The Atlas Roundhouses
The Atlas Roundhouses are designed to be positioned right up against their turntables, with a fifteen degree angle between the stalls to match the "stops" of the turntable.

It appears, although I can only say for certain about the HO roundhouse,* that Atlas made their roundhouse's stalls long enough to take practically any locomotive that will fit on their turntable.

 Click below to see Atlas' descriptions of their roundhouses. 
#2843 N SCALE
#6904 O SCALE

* Atlas claims only an 8 inch stall length for their HO roundhouse, but I measure the distance between the inside of the door and the end of the track well as 9½ inches, and the coupler can extend past that.  Did I miss something here?

My Situation

The Hillside & Eastern's largest steamer is an ex-NP 2-6-2 built by ALCO's Brooks Locomotive Works in 1907.  With an Engine & Tender Wheel Base of 8 1/8 inches (59 scale feet) it can ride the Atlas turntable if positioned very carefully.  Even then, the footboards and couplers hang over the edge of the deck.

I model in HO, and the scale 65 foot turntable is not much of a hardship for my 1930s-era shortline, the Hillside & Eastern, because those older steam locomotives would have been all it could afford anyway. 
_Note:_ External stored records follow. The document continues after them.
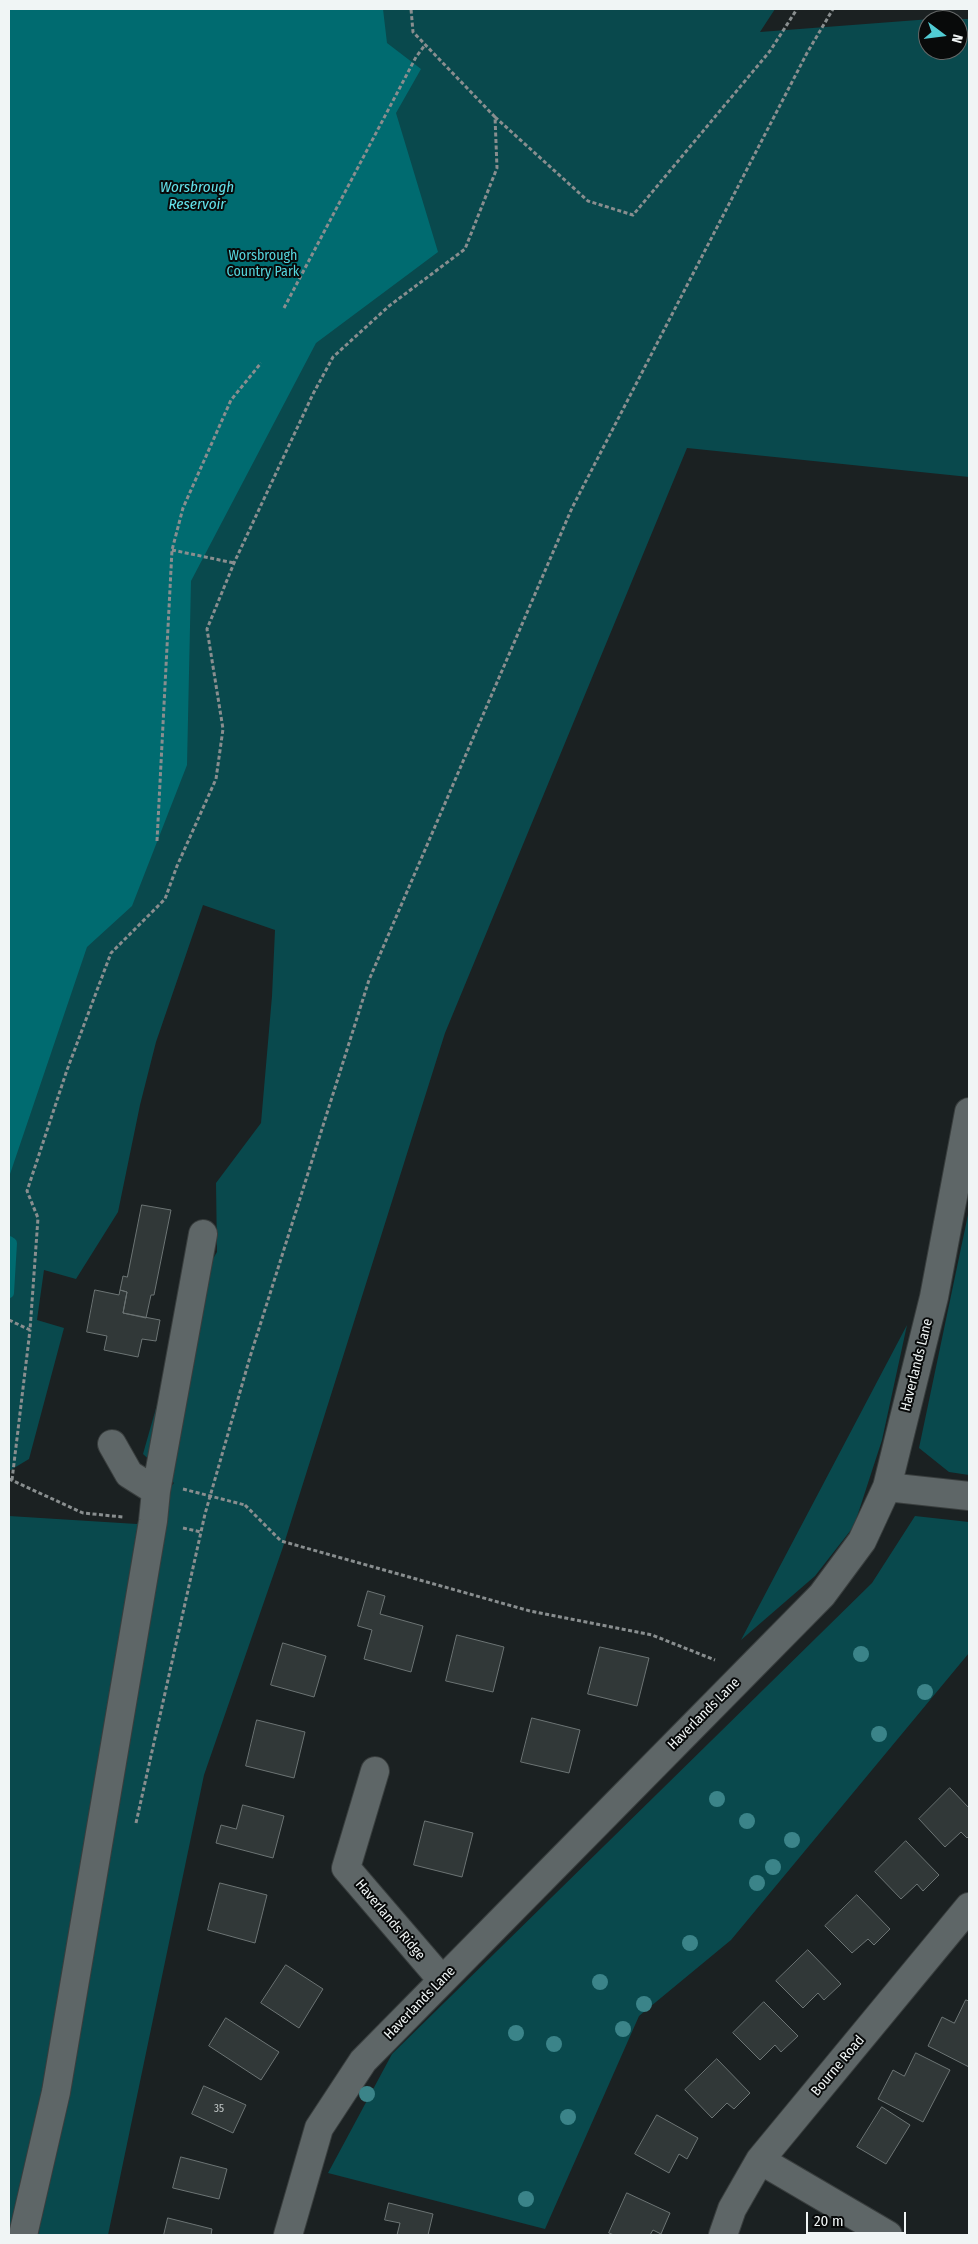 <!DOCTYPE html>
<style>
body{margin:0}
#map{position:relative;width:978px;height:2244px;overflow:hidden;background:#1b2122;font-family:"Fira Sans Condensed",sans-serif}
canvas{display:block}
.frame{position:absolute;inset:0;border:10px solid #f0f5f5;pointer-events:none}
.north{position:absolute;left:918px;top:10px;width:50px;height:50px;box-sizing:border-box;background:#080a0a;border:1px solid #656868;border-radius:50%;rotate:105deg;font-size:14px;font-weight:700;line-height:20px;text-align:center;color:#f0f5f5}
.north::after{content:'';display:block;margin:auto;width:18px;height:22px;background:#51ccd4;clip-path:polygon(50% 0,100% 100%,50% 72%,0 100%)}
.scale{position:absolute;left:806px;top:2212px;width:100px;height:22px;box-sizing:border-box;border:2px solid #f0f5f5;border-top:0;padding-left:6px;font-size:15px;line-height:18px;white-space:nowrap;color:#f0f5f5;-webkit-text-stroke:4px #080a0a;paint-order:stroke}
</style>
<div id="map">
<canvas width="978" height="2244"></canvas>
<div class="frame"></div>
<div class="north">N</div>
<div class="scale">20 m</div>
</div>
<script>
const g = document.querySelector('canvas').getContext('2d');
g.lineJoin = 'round';
function fillPath(path, color) { g.fillStyle = color; g.fill(path, 'evenodd'); }
function stroke(path, color, width, dash) { g.strokeStyle = color; g.lineWidth = width; g.lineCap = dash ? 'butt' : 'round'; g.setLineDash(dash || []); g.stroke(path); }
function label(font, color, halo, rows, align = 'center') {
  g.font = font + ' "Fira Sans Condensed",sans-serif'; g.lineWidth = 4; g.setLineDash([]); g.textBaseline = 'middle'; g.strokeStyle = halo; g.fillStyle = color; for (const [text, x, y, turn = 0] of rows) {
    g.save(); g.translate(x, y); g.rotate((+turn || 0) * Math.PI / 180); g.textAlign = isNaN(turn) ? turn : align; if (halo) g.strokeText(text, 0, 0); g.fillText(text, 0, 0); g.restore();
  }
}
fillPath(new Path2D(`
 M9,9H775L760,32L931,19H969V477L687,448L445,1033L283,1547L204,1775L108,2235H9V1516L137,1524L174,1483L143,1454L185,1306L217,1252L216,1183L261,1123L272,996L275,930L203,905L156,1042L140,1105L118,1212L76,1279L44,1270L37,1320L64,1328L29,1459L9,1471ZM928,20H958V50H928Z
 M969,1210V1475L949,1472L919,1448Z
 M907,1325L882,1440L854,1526L815,1576L741,1640Z
 M915,1516L969,1522V1653L731,1940L639,2016L545,2229L328,2173L392,2054L872,1583Z`), '#09494d');
fillPath(new Path2D(`
 M9,9H383L387,43L421,69L396,113L438,252L316,343L191,581L187,765L132,906L87,947L9,1177Z`), '#006b70');
stroke(new Path2D(`
 M9,1241L12,1243L9,1293`), '#006b70', 10);
const building = new Path2D(`
 M142,1205L171,1210L154,1295H151L146,1318L123,1313L127,1292L120,1290L123,1276L127,1277Z
 M95,1290L119,1295L120,1290L127,1292L123,1313L160,1320L156,1341L142,1339L138,1357L104,1350L107,1336L87,1332Z
 M368,1591L385,1596L380,1614L423,1626L411,1672L364,1659L372,1630L358,1626Z
 M457,1635L504,1647L493,1692L446,1681Z
 M283,1643L326,1656L314,1697L271,1685Z
 M600,1647L649,1658L637,1706L588,1694Z
 M532,1718L580,1730L569,1773L521,1762Z
 M257,1720L305,1732L294,1778L246,1766Z
 M950,1788L969,1808V1836L967,1838L961,1832L945,1847L919,1819Z
 M243,1805L284,1816L273,1858L216,1843L221,1825L236,1829Z
 M425,1821L473,1833L462,1877L414,1865Z
 M906,1841L939,1875L923,1891L917,1884L901,1899L875,1872Z
 M220,1883L267,1895L255,1943L208,1930Z
 M857,1895L890,1929L874,1945L868,1939L852,1953L825,1926Z
 M808,1950L841,1984L824,2000L818,1993L803,2008L776,1981Z
 M286,1965L323,1989L299,2028L261,2003Z
 M966,2000L969,2001V2067L928,2046L942,2017L954,2023Z
 M764,2002L798,2036L781,2052L775,2045L760,2060L733,2033Z
 M226,2018L279,2052L261,2080L209,2046Z
 M916,2053L950,2070L923,2122L878,2099L893,2070L904,2076Z
 M717,2059L750,2093L734,2109L727,2103L712,2118L685,2090Z
 M204,2086L246,2105L233,2133L192,2114Z
 M882,2107L910,2125L886,2164L857,2147Z
 M657,2115L698,2138L687,2159L679,2154L669,2173L635,2154Z
 M181,2157L227,2169L219,2199L173,2188Z
 M627,2193L670,2213L661,2234L653,2230L650,2235H614L609,2233Z
 M389,2203L433,2214L428,2235H397L400,2223L385,2220Z
 M168,2218L212,2229L211,2235H164Z`);
fillPath(building, '#313838');
stroke(building, '#6c7474', 1);
const minor = new Path2D(`
 M112,1444L129,1474L156,1491
 M887,1487L969,1496
 M375,1771L346,1868L442,1980
 M760,2160L888,2235
 M23,2235L56,2092L153,1521L156,1491L203,1234
 M288,2235L319,2128L363,2061L822,1595L862,1541L887,1487L934,1297L969,1112
 M723,2235L732,2209L760,2160L969,1907`);
stroke(minor, '#393e3e', 30);
stroke(new Path2D(`
 M495,117L588,201L633,215L770,51L797,9
 M284,308L416,57L425,45
 M172,550L234,563
 M157,841L172,550L183,508L231,400L261,363
 M9,1320L30,1330L38,1218L27,1191L67,1070L111,953L165,899L177,866L216,779L223,729L207,629L234,563L313,394L333,357L389,306L465,249L497,168L495,117L413,32L411,9
 M9,1479L83,1513L123,1517
 M12,1480L30,1330
 M245,1505L281,1541L530,1611L652,1635L715,1660
 M183,1528L201,1532
 M136,1823L205,1514L250,1357L369,980L572,508L807,53L833,9`), '#898e8f', 3, [4, 2.5]);
stroke(minor, '#5e6667', 28);
stroke(new Path2D(`
 M183,1489L245,1505`), '#898e8f', 3, [4, 2.5]);
g.fillStyle = '#3b8489';
for (const [x, y] of [
 [861,1654],
 [925,1692],
 [879,1734],
 [717,1799],
 [747,1821],
 [792,1840],
 [773,1867],
 [757,1883],
 [690,1943],
 [600,1982],
 [644,2004],
 [623,2029],
 [516,2033],
 [554,2044],
 [367,2094],
 [568,2117],
 [526,2199]
]) { g.beginPath(); g.arc(x, y, 8, 0, 2 * Math.PI); g.fill(); }
label('11px', '#c0c6c6', null, [
 ["35",219,2109]
]);
label('14px', '#55d5dd', '#080a0a', [
 ["Worsbrough",263,256],
 ["Country Park",263,272]
]);
label('14px', '#f0f5f5', '#080a0a', [
 ["Haverlands Lane",917,1365,-76],
 ["Haverlands Lane",704,1714,-45],
 ["Haverlands Ridge",390,1920,50],
 ["Haverlands Lane",420,2003,-46],
 ["Bourne Road",838,2066,-50]
]);
label('italic 15px', '#63e2ea', '#080a0a', [
 ["Worsbrough",197,188],
 ["Reservoir",197,205]
]);
</script>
I need to work within a model railroad budget that is stretched in too many directions, so any given project must make use of materials on hand as much as possible, to save money for those which cannot be improvised.

A review of the Atlas HO Roundhouse kit said it could probably be assembled in about one evening's work.  I'm not going to argue with that, but in my case, I wanted to make a few changes.  Besides, lengthening the project is yet another way to get as much as possible out of a hobby dollar.
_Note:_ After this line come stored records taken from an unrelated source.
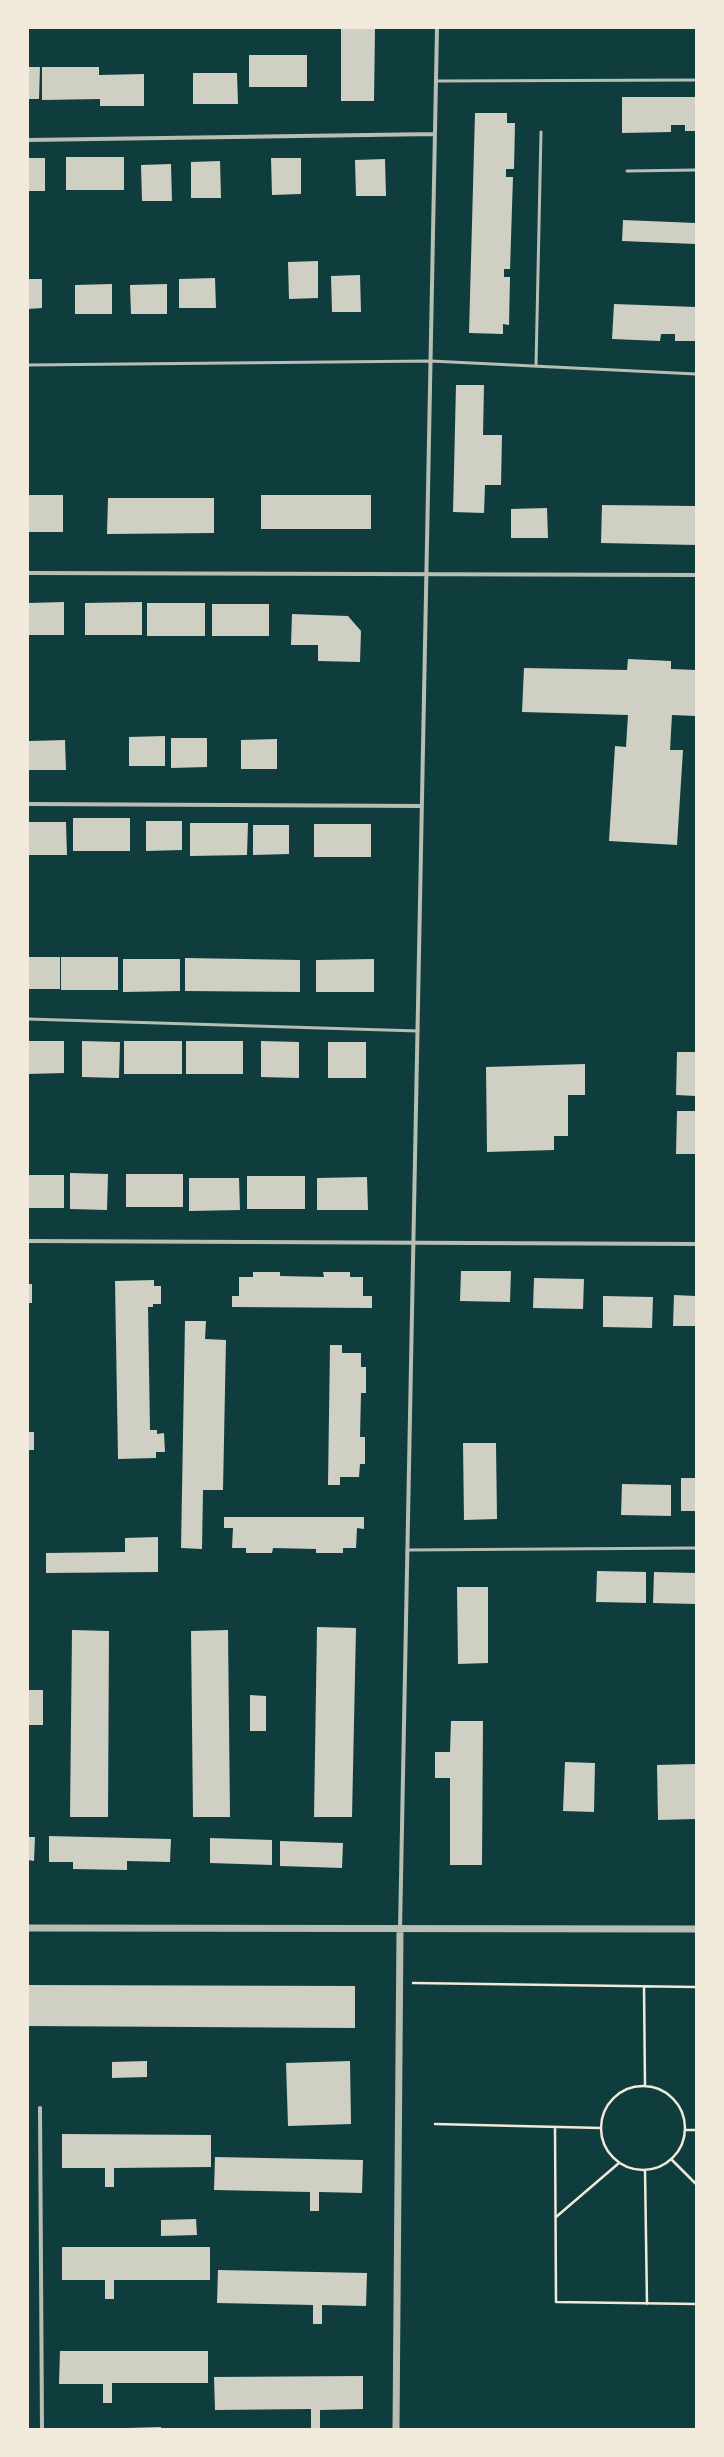 <!DOCTYPE html>
<style>
body{margin:0}
#map{position:relative;width:724px;height:2457px;overflow:hidden;background:#0f3d3e;font-family:"Golos Text",sans-serif}
canvas{display:block}
.frame{position:absolute;inset:0;border:29px solid #f1e9da;pointer-events:none}
</style>
<div id="map">
<canvas width="724" height="2457"></canvas>
<div class="frame"></div>
</div>
<script>
const ctx = document.querySelector('canvas').getContext('2d');
ctx.lineJoin = 'round';
function fillPath(path, color) {
  ctx.fillStyle = color;
  ctx.fill(path, 'evenodd');
}
function toPath(rows) {
  const path = new Path2D();
  for (const r of rows) {
    if (r.length === 3) {
      path.moveTo(r[0] + r[2], r[1]);
      path.arc(r[0], r[1], r[2], 0, 2 * Math.PI);
      continue;
    }
    path.moveTo(r[0], r[1]);
    for (let i = 2; i < r.length; i += 2) path.lineTo(r[i], r[i + 1]);
  }
  return path;
}
function trace(path, color, width, dash) {
  ctx.strokeStyle = color;
  ctx.lineWidth = width;
  ctx.lineCap = dash ? 'butt' : 'round';
  ctx.setLineDash(dash || []);
  ctx.stroke(path);
}
const building = toPath([
 [341,28,375,28,374,101,341,101],
 [249,55,307,55,307,87,249,87],
 [28,67,40,67,39,99,28,99],
 [42,67,99,67,99,75,144,74,144,106,100,106,100,99,42,100],
 [193,73,237,73,238,104,193,104],
 [622,97,696,97,696,131,685,131,685,125,671,125,671,132,622,133],
 [475,113,507,113,507,123,515,123,514,169,506,169,506,177,513,177,510,269,504,269,504,277,510,277,509,325,503,324,503,334,469,333],
 [66,157,124,157,124,190,66,190],
 [28,158,45,158,45,191,28,191],
 [271,158,301,158,301,194,272,195],
 [385,159,386,196,356,196,355,160],
 [220,161,221,198,191,198,191,162],
 [171,164,172,201,142,201,141,165],
 [623,220,696,223,696,244,622,241],
 [318,261,318,298,289,299,288,262],
 [360,275,361,312,332,312,331,276],
 [215,278,216,308,179,308,179,279],
 [28,279,42,279,42,308,28,309],
 [112,284,112,314,75,314,75,285],
 [167,284,167,314,131,314,130,285],
 [614,304,696,307,696,341,675,341,675,334,661,334,660,341,612,339],
 [456,385,484,385,483,435,502,435,501,485,485,485,484,513,453,512],
 [28,495,63,495,63,532,28,532],
 [261,495,371,495,371,529,261,529],
 [108,498,214,498,214,533,107,534],
 [602,505,696,506,696,545,601,543],
 [547,508,548,538,511,538,511,509],
 [64,602,64,635,28,635,28,603],
 [142,602,142,635,85,635,85,603],
 [147,603,205,603,205,636,147,636],
 [212,604,269,604,269,636,212,636],
 [292,614,348,616,361,631,360,662,318,661,318,645,291,645],
 [628,659,671,661,671,669,696,670,696,716,672,715,670,750,683,750,677,845,609,841,615,746,626,747,628,715,522,712,524,668,627,670],
 [165,736,165,766,129,766,129,737],
 [171,738,207,738,207,767,171,768],
 [277,739,277,769,241,769,241,740],
 [65,740,66,770,29,770,29,741],
 [73,818,130,818,130,851,73,851],
 [146,821,182,821,182,850,146,851],
 [28,822,66,822,67,855,28,855],
 [190,823,248,823,247,855,190,856],
 [314,824,371,824,371,857,314,857],
 [253,825,289,825,289,854,253,855],
 [28,957,60,957,60,989,28,989],
 [61,957,118,957,118,990,61,990],
 [185,958,300,960,300,992,185,991],
 [123,959,180,959,180,991,123,992],
 [374,959,374,992,316,992,316,960],
 [28,1041,64,1041,64,1073,28,1074],
 [82,1041,120,1042,119,1078,82,1077],
 [124,1041,182,1041,182,1074,124,1074],
 [186,1041,243,1041,243,1074,186,1074],
 [261,1041,299,1042,299,1078,261,1077],
 [328,1042,366,1042,366,1078,328,1078],
 [677,1052,696,1052,696,1096,676,1095],
 [585,1064,585,1095,568,1095,568,1136,554,1136,554,1150,487,1152,486,1067],
 [677,1111,696,1111,696,1154,676,1154],
 [70,1173,108,1174,107,1210,70,1209],
 [126,1174,183,1174,183,1207,126,1207],
 [28,1175,64,1175,64,1208,28,1208],
 [247,1176,305,1176,305,1209,247,1209],
 [367,1177,368,1210,317,1210,317,1178],
 [189,1178,239,1178,240,1210,189,1211],
 [461,1271,511,1271,510,1302,460,1301],
 [253,1272,280,1272,280,1276,324,1277,323,1272,350,1272,350,1277,363,1277,363,1296,372,1296,372,1308,232,1307,232,1296,239,1296,239,1277,253,1277],
 [534,1278,584,1279,583,1309,533,1308],
 [154,1280,154,1286,161,1286,161,1304,153,1304,153,1307,148,1307,150,1430,157,1430,157,1434,164,1433,165,1452,156,1452,156,1458,118,1459,115,1281],
 [28,1284,32,1284,32,1303,28,1303],
 [674,1295,696,1296,696,1326,673,1326],
 [603,1296,653,1297,652,1328,603,1327],
 [185,1321,206,1321,205,1339,226,1340,223,1490,203,1490,202,1549,181,1548],
 [330,1345,342,1345,342,1353,361,1353,361,1367,366,1367,366,1393,361,1393,360,1437,365,1437,365,1464,360,1464,359,1477,340,1477,340,1485,328,1485],
 [28,1432,34,1432,34,1450,28,1450],
 [463,1443,496,1443,497,1519,464,1520],
 [681,1478,696,1478,696,1511,681,1511],
 [622,1484,671,1485,671,1516,621,1515],
 [224,1517,364,1517,364,1529,357,1528,356,1548,343,1548,343,1553,316,1553,316,1549,273,1548,272,1553,246,1553,246,1548,232,1548,233,1528,224,1528],
 [158,1537,158,1572,46,1573,46,1553,125,1552,125,1538],
 [597,1571,646,1572,646,1603,596,1602],
 [654,1572,696,1573,696,1604,653,1603],
 [457,1587,488,1587,488,1663,458,1664],
 [317,1627,356,1628,352,1817,314,1817],
 [72,1630,109,1631,108,1817,70,1817],
 [228,1630,230,1817,193,1817,191,1631],
 [28,1690,43,1690,43,1725,28,1725],
 [250,1695,266,1696,266,1731,250,1731],
 [451,1721,483,1721,482,1865,450,1865,450,1778,435,1778,435,1752,450,1752],
 [565,1762,595,1763,594,1812,563,1811],
 [696,1764,696,1819,658,1820,657,1765],
 [49,1836,171,1839,170,1862,127,1861,127,1870,73,1869,73,1862,49,1862],
 [28,1837,35,1837,34,1861,28,1860],
 [210,1838,272,1840,272,1865,210,1863],
 [280,1841,343,1843,342,1868,280,1866],
 [28,1985,355,1986,355,2028,28,2026],
 [147,2061,147,2077,112,2078,112,2062],
 [350,2061,351,2124,288,2126,286,2063],
 [62,2134,211,2135,211,2167,114,2168,114,2187,105,2187,105,2168,62,2168],
 [215,2157,363,2160,362,2193,319,2192,319,2211,310,2211,310,2192,214,2190],
 [196,2219,197,2235,161,2236,161,2220],
 [62,2247,210,2247,210,2280,114,2280,114,2299,105,2299,105,2280,62,2280],
 [218,2270,367,2273,366,2306,322,2305,322,2324,313,2324,313,2305,217,2303],
 [60,2351,208,2351,208,2383,112,2383,112,2403,103,2403,103,2384,59,2384],
 [363,2376,363,2409,320,2410,320,2429,311,2429,311,2409,215,2410,214,2377],
 [161,2427,161,2429,126,2429,126,2428]
]);
const path = toPath([
 [413,1983,696,1987],
 [644,1987,645,2086],
 [643,2128,42],
 [435,2124,601,2128],
 [555,2127,556,2302,696,2304],
 [685,2130,696,2130],
 [671,2159,696,2184],
 [645,2170,647,2304],
 [556,2217,619,2163]
]);
const service = toPath([
 [436,81,696,80],
 [627,171,696,170],
 [28,365,431,361,696,374],
 [536,366,541,132],
 [28,1019,418,1031],
 [407,1550,696,1548]
]);
const minor = toPath([
 [28,140,435,134],
 [28,573,696,575],
 [28,804,422,806],
 [28,1241,696,1244],
 [400,1929,437,28],
 [40,2108,42,2429]
]);
const tertiary = toPath([
 [28,1928,696,1929],
 [396,2429,400,1929]
]);
fillPath(building, '#cfcfc3');
trace(path, '#f1e9da', 2.5);
trace(service, '#b8beb3', 3);
trace(minor, '#b8beb3', 4);
trace(tertiary, '#b8beb3', 7);
</script>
Desired Features in My Turntable/Roundhouse Area.
Here are a few of the "Givens and Druthers" that influenced decisions I made later.

The Required Changes
In order to implement the desired features, some changes would have to be made.

A Few Possible Improvements
With an eye toward ease of use, Atlas did a few things when designing their roundhouse floor that are not commonly found at most real roundhouses. 

Of these items, only the Bumper Problem is anything like a serious flaw.  The rest are cosmetic. 

I changed the Front Yard because it is so obvious to the eye and I thought it would be relatively easy to change. 

The interior, like most model kits, was never intended to be viewed.  If I hadn't stopped to research roundhouse interiors looking for bumpers, I'd probably be blissful in my ignorance.  But now, when I have to take the roundhouse roof off, as I undoubtedly will, I know it will bother me to see ties in there. 

For now, I will concentrate on the exterior, only doing interior work if it can be seen through the windows or from the stall doors. 

* The roundhouses I researched through 1940s photos include the IC and C&NW in Chicago, the AT&SF in San Bernardino CA and Shopton, IA, and the CRI&P in Blue Island IL.

How I Did It.
This is a work-in-progress, and is subject to revision without prior notice. 

What follows is an account of the joys and trials I encountered while building the Atlas HO roundhouse kit, their item 709.  I document this not because I think it is the best way, but as a record of what I did, in hopes that those who come after me may learn from my mistakes and find better ways.

Quick links to specific areas:
[Interior decorating] [ Floor ] [ Right Wall ] [ Back Wall ] [ Left Wall ] [ Roofs ]

The Office (Step 13)
I started with the kit's optional office, to gain experience and test materials and techniques before tackling the roundhouse.

The windows of the office are set quite deeply into the wall, to the point where the lack of brick detail around them becomes obvious.  It would be a nice touch to at least add the horizontal mortar lines.  The roundhouse windows don't have this problem.

There are two different part numbers for the steps: 20A and 20B.  I don't see any difference. 

Painting Considerations.
If the office is to be used, one of the roundhouse windows must be "bricked up" with the piece provided in the kit.  The office, then, clearly represents an addition made to an existing roundhouse. 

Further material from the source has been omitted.